Mortgage Interest Rates Today: Rates Tick Up to 6.10% After Fed Hits Pause on Cuts

by Snejana Farberov

skyline-of-jacksonville

Mortgage rates edged up Thursday, a day after Federal Reserve policymakers opted to hold interest rates steady, despite persistent pressure from President Donald Trump for additional cuts. 

The average rate on 30-year fixed home loans rose to 6.10% for the week ending Jan. 29, up from 6.09% the week before, according to Freddie Mac. For perspective, rates averaged 6.95% during the same period in 2024.

"Mortgage rates remain near their lowest levels in three years, which is encouraging for potential homebuyers who have waited to enter the market for some time," said Sam Khater, Freddie Mac’s chief economist.

“Lower rates, combined with strong income growth, have led to a steady increase in purchase applications compared to last year. We’re also seeing more homeowners refinancing their mortgages to benefit from these lower rates, as shown by the rise in refinance applications over the past year."

While the federal fund rate does not directly set borrowing costs, the central bank’s stance informs bond markets, particularly the 10-year Treasury yield, which mortgage rates closely track. 

Realtor.com®  economist Jiayi Xu says the Federal Open Market Committee’s 10-2 vote to keep the benchmark overnight rate unchanged in its current range of 3.5% to 3.75% "reinforces the view that policymakers remain cautious and data-dependent, waiting for clearer evidence that inflation is sustainably moving toward target before easing policy."  

The Federal Reserve's congressional dual mandate is to use monetary policy to maintain price stability and promote maximum employment.  

(Realtor.com)

Meanwhile, January consumer confidence plunged to its lowest level in more than a decade, reflecting growing concerns about the job market and the broader economy—conditions that could dampen housing demand. 

"Adding to the uncertainty, ongoing geopolitical tensions are contributing to volatility in Treasury yields, making it more likely that mortgage rates remain choppy rather than move decisively lower in the near term," says Xu. 

Despite the 30-year mortgage rate easing into the low-6% range, borrowing costs remain high enough to strain affordability and keep many would-be home sellers on the sidelines, limiting new listings.

Recent outstanding mortgage data show that loans with rates above 6% now surpass those below 3%, signaling that some buyers and sellers are moving forward despite higher financing costs. 

"Taken together, these signals point to a market that is gradually adjusting to higher rates," says Xu. "While slightly better rates have supported modest increases in sales and helped temper affordability pressures, the recovery is expected to be slow and uneven until rates move significantly lower and inventory expands further." 

How mortgage rates are calculated

Mortgage rates are determined by a delicate calculus that factors the state of the economy and an individual’s financial health.

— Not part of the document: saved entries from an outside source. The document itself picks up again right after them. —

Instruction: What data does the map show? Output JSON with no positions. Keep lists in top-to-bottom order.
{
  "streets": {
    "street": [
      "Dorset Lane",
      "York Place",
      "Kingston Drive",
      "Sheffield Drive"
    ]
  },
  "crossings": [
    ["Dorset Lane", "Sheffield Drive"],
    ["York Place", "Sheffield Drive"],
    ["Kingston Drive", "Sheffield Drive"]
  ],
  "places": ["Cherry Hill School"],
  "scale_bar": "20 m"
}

They are most closely linked to the 10-year Treasury bond yield which reflects broader market trends, like economic growth and inflation expectations. Lenders reference this benchmark before adding their own margin to cover operational costs, risks, and profit.

When the economy flashes warning signs of rising inflation, Treasury yields typically increase, prompting mortgage rates to increase. Conversely, signs of falling inflation or weakness in the labor market usually send Treasury yields lower, causing mortgage rates to fall.

The mortgage rates you’re offered by a lender, however, go beyond these benchmarks and take some of your personal factors into account.

Your lender will closely scrutinize your financial health—including your credit score, loan amount, property type, size of down payment, and loan term—to determine your risk. Those with stronger financial profiles are deemed as lower risk and typically receive lower rates, while borrowers perceived as higher risk get higher rates.

How your credit score affects your mortgage

Your credit score plays a role when you apply for a mortgage. A credit score will determine whether you qualify for a mortgage and the interest rate you'll receive. The higher the credit score, the lower the interest rate you'll qualify for.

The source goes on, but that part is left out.